A study of Duncan Irschick at the university of Massachusetts drew my attention. It says :
Men Are More Accurate than Women When Hitting a Target with Force in the Dark
The story in itself is interesting, but what particularly struck me was that It was quote ” … a small study …” end quote.
I totally agree with that since they “…tested four male and three female adults”.
Yes, right : 4 men and 3 women.
The first reflection of somebody with a statistical/data mining background is : “How on earth can a self-respecting scientist publish results on differences between men and women with such a small sample ?”. I not only mean self-respecting, since he is also respected by oythers and a first-class scientist.

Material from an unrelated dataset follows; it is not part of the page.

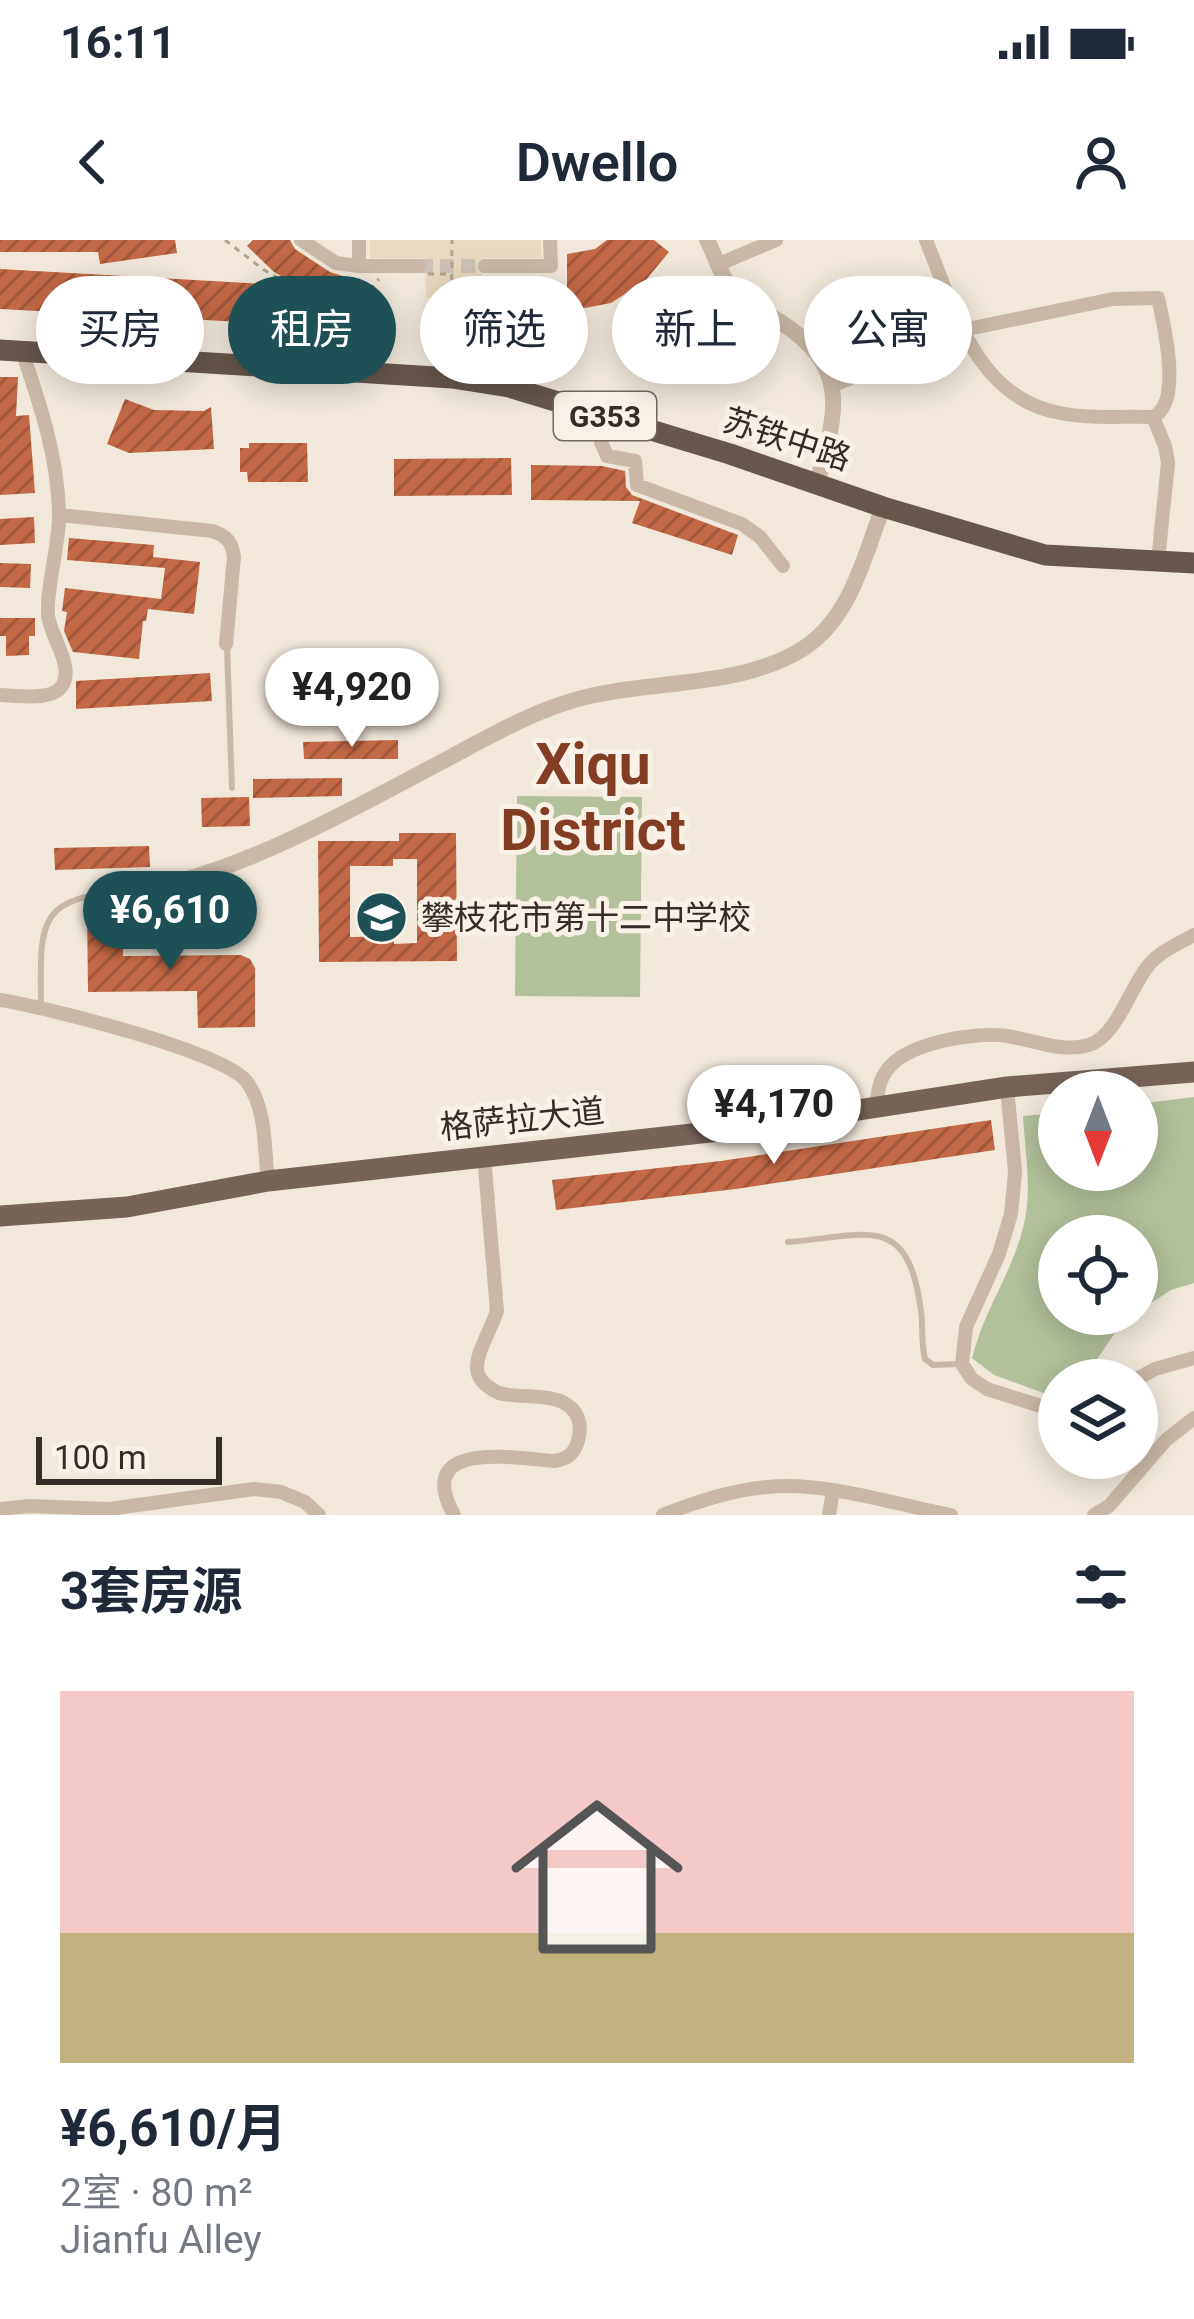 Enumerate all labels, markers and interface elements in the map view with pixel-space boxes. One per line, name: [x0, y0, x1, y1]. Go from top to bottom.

So there must be something else. Could it be that with such a small sample you can indeed do some thorough statistics ?
Let us try it out.
The case at hand is men and women hitting at something with a hammer. I do not know the details, but for the present purpose it is simple to use some fake data.
Let us take an extreme case :
If they must hit some target, suppose that the four men missed the target by 20, 18,22,and 21 centimeters respectively. The women, being much accurate missed only by 3,5 and 6 centimeters.
With a simple t-test we find out that the two means of 20.25 for the men and 4.67 for the women are significantly different (p=030003; two-tailed).
So if all 3 women are far better than all 4 men we have a proven case !
With one woman being a bit less accurate than one men we get the following : let us assume that the best man in stead of missing by 18 centimeters misses by 10 centimeters and the worst woman misses by 11 centimeters in stead of 6.
The difference is still significant (p=0.0227; two-tailed).
Let us try a third one : we take case 2 but make the two of the three worst men somewhat better and the second best women somewhat less accurate (men: 10,14,15,22; women 3,8,11) : it is not significant any more (p=0.0664; two-tailed)
So, even with such small samples it is perfectly acceptable to draw conclusions.
But for a data miner, who is used to work with millions of observations it still feels a bit weird !